_Exercise_
Please copy each line below that contains the string "street".

== Records for the task ==

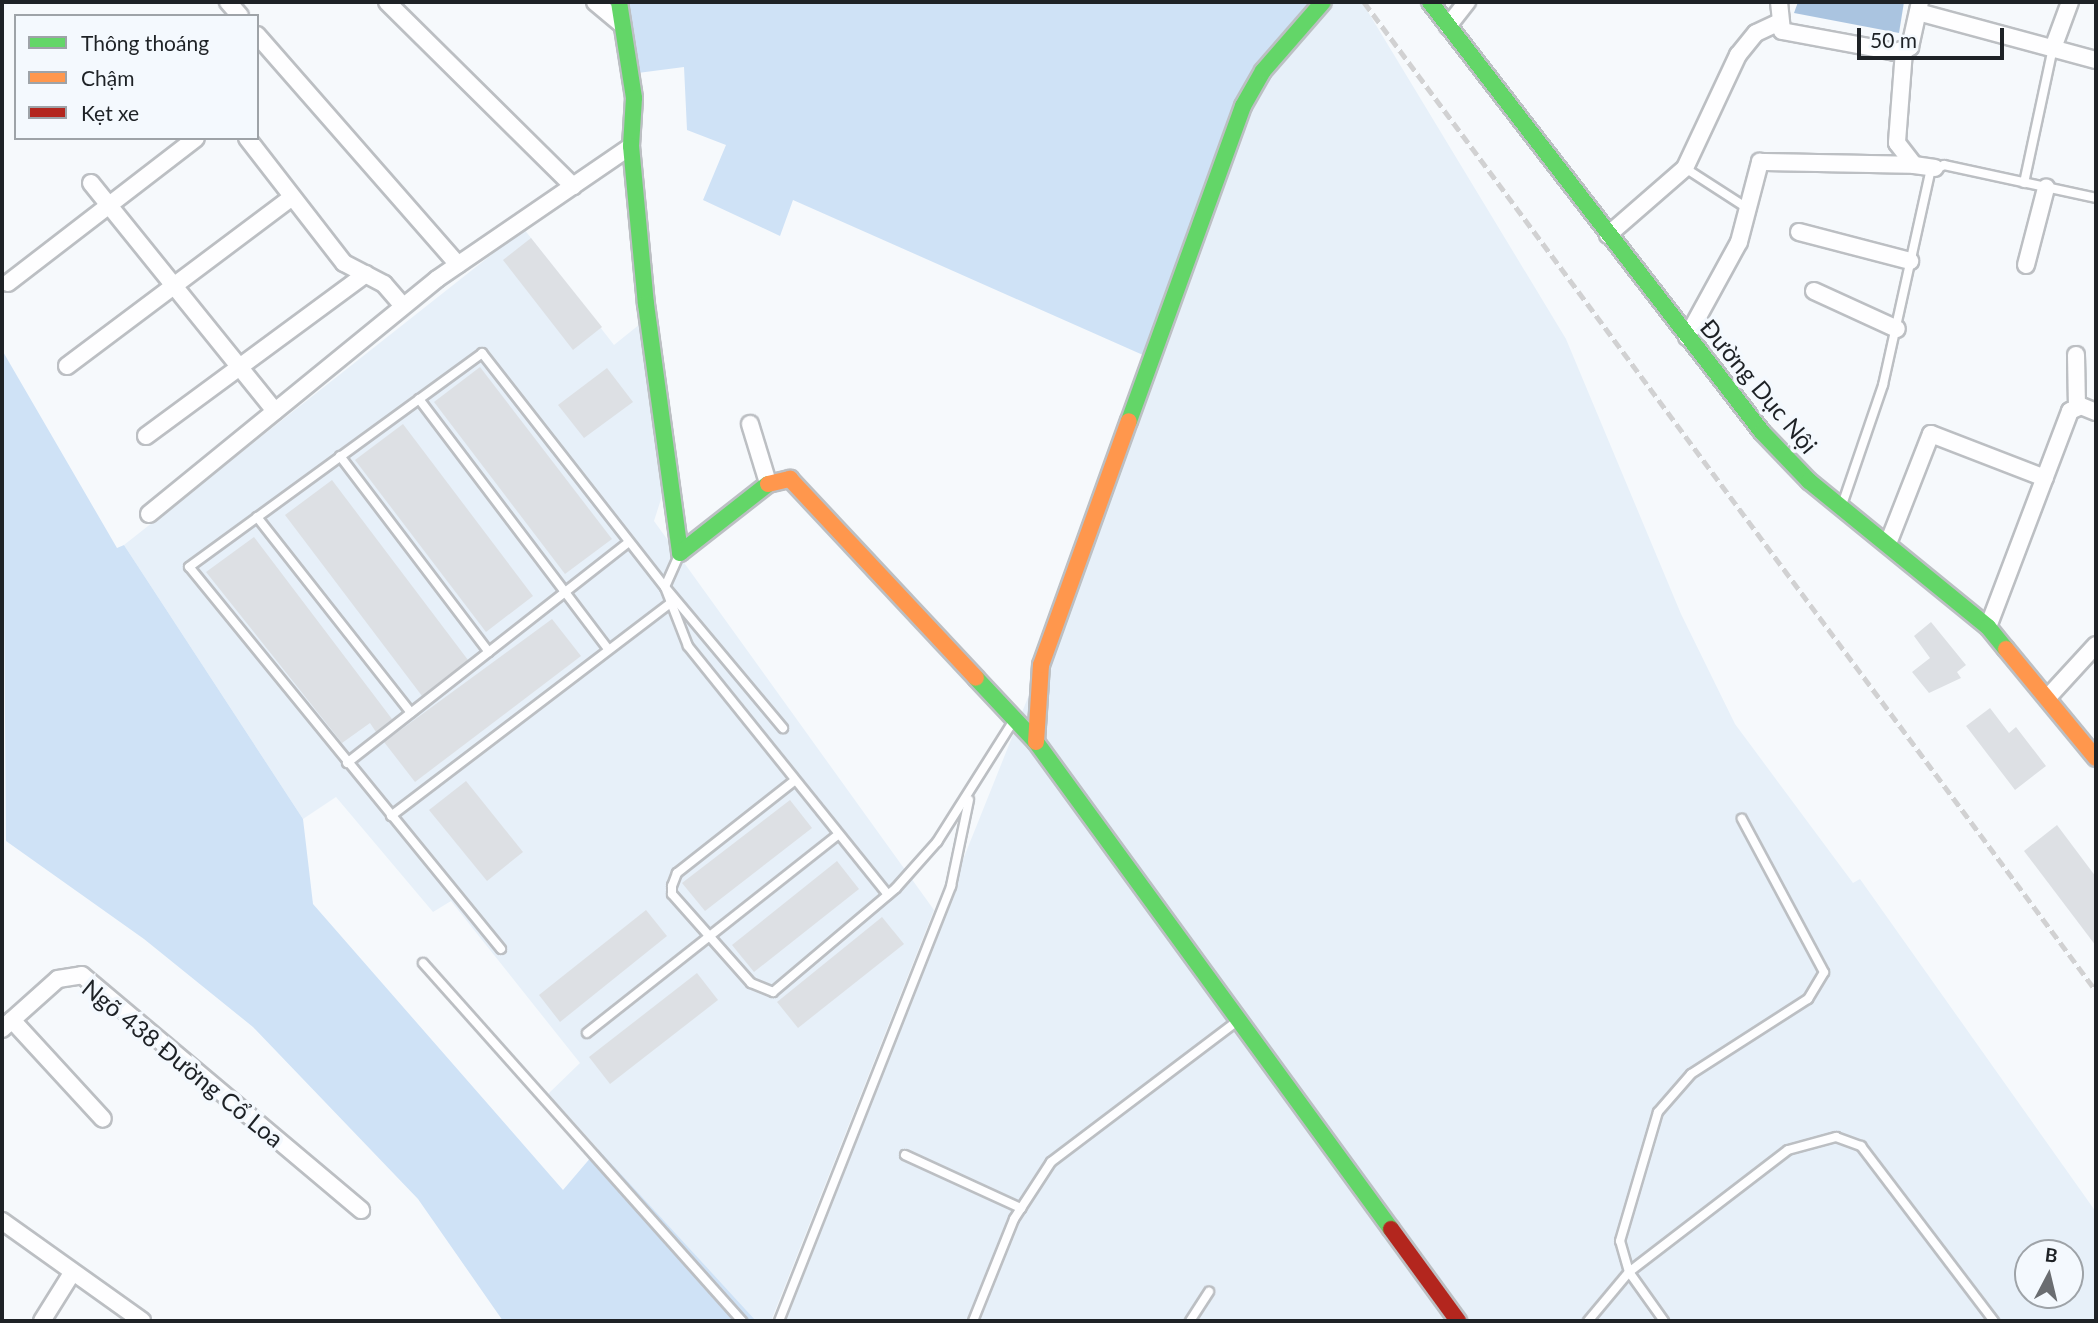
<!DOCTYPE html>
<html>
<head>
<meta charset="utf-8">
<style>
	body { margin:0 }
	#map { position:relative; width:2098px; height:1323px; overflow:hidden; background:#f6f9fc; font-family:Lato,sans-serif }
	div>[style] { position:absolute }
	.built>* { inset:0; background:#e7f0f9 }
	.green>* { inset:0; background:#cfe2f6 }
	.water>* { inset:0; background:#aac4e0 }
	.building>* { inset:0; background:#dde0e4 }
	.roads { filter:drop-shadow(2px 0 #bcbfc3) drop-shadow(-2px 0 #bcbfc3) drop-shadow(0 2px #bcbfc3) drop-shadow(0 -2px #bcbfc3) }
	.lane>* { height:8px; margin:-4px; padding:0 4px; transform-origin:4px; border-radius:4px; background:#fefeff }
	.street>* { height:16px; margin:-8px; padding:0 8px; transform-origin:8px; border-radius:8px; background:#fefeff }
	.fast>* { height:16px; margin:-8px; padding:0 8px; transform-origin:8px; border-radius:8px; background:#63d668 }
	.slow>* { height:16px; margin:-8px; padding:0 8px; transform-origin:8px; border-radius:8px; background:#ff974d }
	.jam>* { height:16px; margin:-8px; padding:0 8px; transform-origin:8px; border-radius:8px; background:#b3261e }
	.rail>* { height:5px; margin-top:-2.5px; transform-origin:0; background:repeating-linear-gradient(90deg,#d1d1d2 0 10px,transparent 0 15px) }
	span { translate:-50% -50%; white-space:nowrap; text-align:center; line-height:1.15; -webkit-text-stroke:7px #f4f9fe; paint-order:stroke }
	.street-label { font-size:24px; color:#1e2226 }
	.frame { position:absolute; inset:0; border:4px solid #1e2226; pointer-events:none }
	.legend { position:absolute; left:14px; top:14px; width:245px; height:126px; box-sizing:border-box; background:#f4f9fe; border:2px solid #9ea3a8; margin:0; padding:9px 12px; list-style:none; font-size:21px; color:#1e2226 }
	.legend li { display:flex; align-items:center; gap:14px; height:35px }
	.legend b { width:35px; border:2px solid #9ea3a8 }
	.north { position:absolute; left:2014px; top:1239px; width:70px; height:70px; box-sizing:border-box; background:#f4f9fe; border:2px solid #9ea3a8; border-radius:50%; rotate:7deg; font-size:19px; font-weight:700; line-height:28px; text-align:center; color:#1e2226 }
	.north::after { content:''; display:block; margin:auto; width:24px; height:32px; background:#6a6d71; clip-path:polygon(50% 0,100% 100%,50% 72%,0 100%) }
	.scale { position:absolute; left:1857px; top:28px; width:147px; height:32px; box-sizing:border-box; border:4px solid #1e2226; border-top:0; padding-left:9px; font-size:21px; line-height:24px; white-space:nowrap; color:#1e2226; -webkit-text-stroke:5px #f4f9fe; paint-order:stroke }
</style>
</head>
<body>
<div id="map">
	<div class="built">
		<i style="clip-path:polygon(evenodd,1325px 2px,1362px 2px,1566px 339px,1681px 614px,1735px 724px,1853px 883px,1860px 879px,2096px 1212px,2096px 1321px,778px 1321px,1041px 665px,1243px 106px,1325px 2px,2028px 1253px,2070px 1253px,2070px 1295px,2028px 1295px,2028px 1253px)"></i>
		<i style="clip-path:polygon(524px 229px,614px 345px,640px 324px,662px 496px,654px 521px,934px 910px,771px 1321px,755px 1321px,548px 1094px,580px 1063px,451px 901px,433px 912px,336px 797px,303px 819px,124px 545px)"></i>
	</div>
	<div class="green">
		<i style="clip-path:polygon(623px 2px,1323px 2px,1263px 71px,1152px 359px,793px 200px,780px 236px,703px 200px,726px 145px,687px 130px,684px 67px,630px 74px)"></i>
		<i style="clip-path:polygon(2px 350px,117px 548px,124px 545px,303px 819px,313px 904px,563px 1190px,598px 1149px,756px 1321px,503px 1321px,418px 1199px,253px 1027px,144px 939px,6px 841px)"></i>
	</div>
	<div class="water">
		<i style="clip-path:polygon(1798px 2px,1904px 2px,1899px 33px,1794px 13px)"></i>
	</div>
	<div class="building">
		<i style="clip-path:polygon(531px 238px,602px 327px,573px 350px,503px 260px)"></i>
		<i style="clip-path:polygon(480px 367px,612px 539px,565px 574px,434px 402px)"></i>
		<i style="clip-path:polygon(607px 368px,633px 402px,584px 438px,558px 405px)"></i>
		<i style="clip-path:polygon(403px 424px,533px 596px,486px 632px,355px 460px)"></i>
		<i style="clip-path:polygon(332px 480px,468px 660px,422px 696px,285px 515px)"></i>
		<i style="clip-path:polygon(254px 537px,392px 719px,376px 732px,370px 723px,342px 743px,206px 572px)"></i>
		<i style="clip-path:polygon(552px 619px,581px 656px,415px 782px,384px 742px)"></i>
		<i style="clip-path:polygon(1931px 622px,1966px 665px,1957px 672px,1961px 678px,1929px 693px,1912px 672px,1930px 658px,1914px 636px)"></i>
		<i style="clip-path:polygon(1990px 708px,2009px 733px,2016px 727px,2046px 766px,2015px 790px,1966px 726px)"></i>
		<i style="clip-path:polygon(466px 781px,523px 852px,487px 881px,429px 810px)"></i>
		<i style="clip-path:polygon(790px 800px,812px 828px,705px 911px,682px 883px)"></i>
		<i style="clip-path:polygon(2057px 825px,2096px 877px,2096px 946px,2024px 851px)"></i>
		<i style="clip-path:polygon(837px 861px,859px 889px,754px 972px,732px 945px)"></i>
		<i style="clip-path:polygon(646px 910px,667px 936px,560px 1022px,539px 995px)"></i>
		<i style="clip-path:polygon(882px 917px,904px 944px,798px 1028px,777px 1002px)"></i>
		<i style="clip-path:polygon(697px 973px,718px 1000px,610px 1084px,589px 1057px)"></i>
	</div>
	<div class="roads">
		<div class="lane">
			<i style="left:1685px;top:168px;width:74px;rotate:32.8deg"></i>
			<i style="left:2024px;top:183px;width:138px;rotate:-77.9deg"></i>
			<i style="left:419px;top:399px;width:313px;rotate:52.9deg"></i>
			<i style="left:340px;top:456px;width:246px;rotate:52.8deg"></i>
			<i style="left:1842px;top:505px;width:127px;rotate:-71.1deg"></i>
			<i style="left:1883px;top:385px;width:217px;rotate:-77.5deg"></i>
			<i style="left:1930px;top:173px;width:16px;rotate:-30deg"></i>
			<i style="left:1944px;top:165px;width:156px;rotate:12.2deg"></i>
			<i style="left:257px;top:517px;width:249px;rotate:51.8deg"></i>
			<i style="left:680px;top:553px;width:37px;rotate:114deg"></i>
			<i style="left:665px;top:587px;width:184px;rotate:50.1deg"></i>
			<i style="left:347px;top:763px;width:358px;rotate:-38.1deg"></i>
			<i style="left:794px;top:781px;width:149px;rotate:141.8deg"></i>
			<i style="left:677px;top:873px;width:14px;rotate:111deg"></i>
			<i style="left:672px;top:886px;width:8px;rotate:90deg"></i>
			<i style="left:672px;top:894px;width:119px;rotate:48.4deg"></i>
			<i style="left:751px;top:983px;width:24px;rotate:22deg"></i>
			<i style="left:773px;top:992px;width:161px;rotate:-40.2deg"></i>
			<i style="left:896px;top:888px;width:62px;rotate:-48.3deg"></i>
			<i style="left:937px;top:842px;width:142px;rotate:-57.7deg"></i>
			<i style="left:391px;top:816px;width:350px;rotate:-37.3deg"></i>
			<i style="left:501px;top:949px;width:493px;rotate:-129.2deg"></i>
			<i style="left:189px;top:567px;width:363px;rotate:-36.1deg"></i>
			<i style="left:482px;top:353px;width:297px;rotate:52deg"></i>
			<i style="left:665px;top:587px;width:63px;rotate:68.7deg"></i>
			<i style="left:688px;top:646px;width:319px;rotate:51.2deg"></i>
			<i style="left:423px;top:963px;width:480px;rotate:48.3deg"></i>
			<i style="left:587px;top:1033px;width:320px;rotate:-38.3deg"></i>
			<i style="left:905px;top:1155px;width:128px;rotate:24.6deg"></i>
			<i style="left:779px;top:1321px;width:468px;rotate:-68.4deg"></i>
			<i style="left:951px;top:886px;width:88px;rotate:-78.2deg"></i>
			<i style="left:973px;top:1321px;width:110px;rotate:-68.1deg"></i>
			<i style="left:1014px;top:1219px;width:68px;rotate:-57deg"></i>
			<i style="left:1051px;top:1162px;width:232px;rotate:-37.1deg"></i>
			<i style="left:1190px;top:1321px;width:35px;rotate:-57deg"></i>
			<i style="left:1588px;top:1321px;width:64px;rotate:-50.1deg"></i>
			<i style="left:1629px;top:1272px;width:200px;rotate:-37.5deg"></i>
			<i style="left:1788px;top:1150px;width:50px;rotate:-15.2deg"></i>
			<i style="left:1836px;top:1137px;width:27px;rotate:20deg"></i>
			<i style="left:1861px;top:1146px;width:220px;rotate:52.8deg"></i>
			<i style="left:1664px;top:1321px;width:60px;rotate:-125.5deg"></i>
			<i style="left:1629px;top:1272px;width:32px;rotate:-106deg"></i>
			<i style="left:1620px;top:1241px;width:134px;rotate:-73.6deg"></i>
			<i style="left:1658px;top:1112px;width:50px;rotate:-49deg"></i>
			<i style="left:1691px;top:1074px;width:139px;rotate:-32.7deg"></i>
			<i style="left:1808px;top:999px;width:31px;rotate:-59deg"></i>
			<i style="left:1824px;top:972px;width:174px;rotate:-118.2deg"></i>
		</div>
		<div class="street">
			<i style="left:228px;top:2px;width:18px;rotate:49deg"></i>
			<i style="left:387px;top:2px;width:262px;rotate:44.7deg"></i>
			<i style="left:595px;top:2px;width:34px;rotate:40deg"></i>
			<i style="left:1779px;top:2px;width:29px;rotate:84deg"></i>
			<i style="left:1782px;top:31px;width:115px;rotate:10.5deg"></i>
			<i style="left:1895px;top:52px;width:16px;rotate:-18deg"></i>
			<i style="left:1910px;top:47px;width:46px;rotate:-77.5deg"></i>
			<i style="left:1918px;top:12px;width:184px;rotate:15.1deg"></i>
			<i style="left:1448px;top:26px;width:31px;rotate:-52deg"></i>
			<i style="left:257px;top:35px;width:305px;rotate:48.8deg"></i>
			<i style="left:2053px;top:48px;width:49px;rotate:-69.7deg"></i>
			<i style="left:1904px;top:51px;width:92px;rotate:94.4deg"></i>
			<i style="left:1897px;top:143px;width:28px;rotate:52deg"></i>
			<i style="left:1914px;top:165px;width:21px;rotate:8deg"></i>
			<i style="left:247px;top:138px;width:158px;rotate:52.2deg"></i>
			<i style="left:344px;top:263px;width:45px;rotate:27.7deg"></i>
			<i style="left:384px;top:284px;width:29px;rotate:49deg"></i>
			<i style="left:91px;top:183px;width:293px;rotate:51.1deg"></i>
			<i style="left:1799px;top:232px;width:115px;rotate:14.6deg"></i>
			<i style="left:1608px;top:235px;width:102px;rotate:-41deg"></i>
			<i style="left:1685px;top:168px;width:125px;rotate:-64.9deg"></i>
			<i style="left:1738px;top:55px;width:28px;rotate:-51deg"></i>
			<i style="left:1756px;top:33px;width:23px;rotate:-25deg"></i>
			<i style="left:2026px;top:265px;width:80px;rotate:-75.4deg"></i>
			<i style="left:8px;top:283px;width:237px;rotate:-37.6deg"></i>
			<i style="left:1814px;top:291px;width:91px;rotate:24.6deg"></i>
			<i style="left:1687px;top:337px;width:108px;rotate:-61.3deg"></i>
			<i style="left:1739px;top:242px;width:83px;rotate:-75.3deg"></i>
			<i style="left:1760px;top:162px;width:154px;rotate:1.1deg"></i>
			<i style="left:2076px;top:355px;width:52px;rotate:88.9deg"></i>
			<i style="left:67px;top:366px;width:281px;rotate:-36.9deg"></i>
			<i style="left:750px;top:424px;width:62px;rotate:73deg"></i>
			<i style="left:146px;top:436px;width:273px;rotate:-36.4deg"></i>
			<i style="left:149px;top:514px;width:372px;rotate:-39.2deg"></i>
			<i style="left:437px;top:279px;width:235px;rotate:-34.4deg"></i>
			<i style="left:1889px;top:541px;width:115px;rotate:-68.6deg"></i>
			<i style="left:1931px;top:434px;width:122px;rotate:21.1deg"></i>
			<i style="left:1988px;top:627px;width:231px;rotate:-69.2deg"></i>
			<i style="left:2070px;top:411px;width:12px;rotate:-24deg"></i>
			<i style="left:2081px;top:406px;width:16px;rotate:22deg"></i>
			<i style="left:2050px;top:695px;width:68px;rotate:-47.4deg"></i>
			<i style="left:12px;top:1020px;width:134px;rotate:47.4deg"></i>
			<i style="left:2px;top:1029px;width:75px;rotate:-41.8deg"></i>
			<i style="left:58px;top:979px;width:24px;rotate:-9deg"></i>
			<i style="left:82px;top:975px;width:365px;rotate:40.1deg"></i>
			<i style="left:2px;top:1221px;width:172px;rotate:35.5deg"></i>
			<i style="left:42px;top:1321px;width:57px;rotate:-58deg"></i>
		</div>
		<div class="fast">
			<i style="left:619px;top:2px;width:97px;rotate:81.1deg"></i>
			<i style="left:634px;top:98px;width:48px;rotate:93.6deg"></i>
			<i style="left:631px;top:146px;width:159px;rotate:84.6deg"></i>
			<i style="left:646px;top:304px;width:251px;rotate:82.2deg"></i>
			<i style="left:680px;top:553px;width:112px;rotate:-38.1deg"></i>
			<i style="left:1430px;top:2px;width:543px;rotate:52.33deg"></i>
			<i style="left:1762px;top:432px;width:68px;rotate:46.2deg"></i>
			<i style="left:1809px;top:481px;width:231px;rotate:39.2deg"></i>
			<i style="left:1988px;top:627px;width:28px;rotate:51deg"></i>
			<i style="left:1129px;top:421px;width:335px;rotate:-70.1deg"></i>
			<i style="left:1243px;top:106px;width:40px;rotate:-60.3deg"></i>
			<i style="left:1263px;top:71px;width:91px;rotate:-49deg"></i>
			<i style="left:976px;top:678px;width:88px;rotate:46.8deg"></i>
			<i style="left:1036px;top:742px;width:603px;rotate:53.91deg"></i>
		</div>
		<div class="slow">
			<i style="left:768px;top:484px;width:23px;rotate:-13deg"></i>
			<i style="left:790px;top:479px;width:272px;rotate:46.9deg"></i>
			<i style="left:2006px;top:649px;width:141px;rotate:50.5deg"></i>
			<i style="left:1036px;top:742px;width:77px;rotate:-86.3deg"></i>
			<i style="left:1041px;top:665px;width:259px;rotate:-70.2deg"></i>
		</div>
		<div class="jam">
			<i style="left:1391px;top:1229px;width:114px;rotate:53.9deg"></i>
		</div>
	</div>
	<div class="rail">
		<i style="left:1364px;top:2px;width:1230px;rotate:53.49deg"></i>
	</div>
	<div class="street-label">
		<span style="left:1759px;top:386px;rotate:50deg">Đường Dục Nội</span>
		<span style="left:183px;top:1063px;rotate:39deg">Ngõ 438 Đường Cổ Loa</span>
	</div>
	<div class="frame"></div>
	<ul class="legend">
	<li><b style="height:9px;background:#63d668"></b>Thông thoáng</li>
	<li><b style="height:9px;background:#ff974d"></b>Chậm</li>
	<li><b style="height:9px;background:#b3261e"></b>Kẹt xe</li>
	</ul>
	<div class="north">B</div>
	<div class="scale">50 m</div>
</div>
</body>
</html>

===

_Result for this exercise_
	.street>* { height:16px; margin:-8px; padding:0 8px; transform-origin:8px; border-radius:8px; background:#fefeff }
	.street-label { font-size:24px; color:#1e2226 }
		<div class="street">
	<div class="street-label">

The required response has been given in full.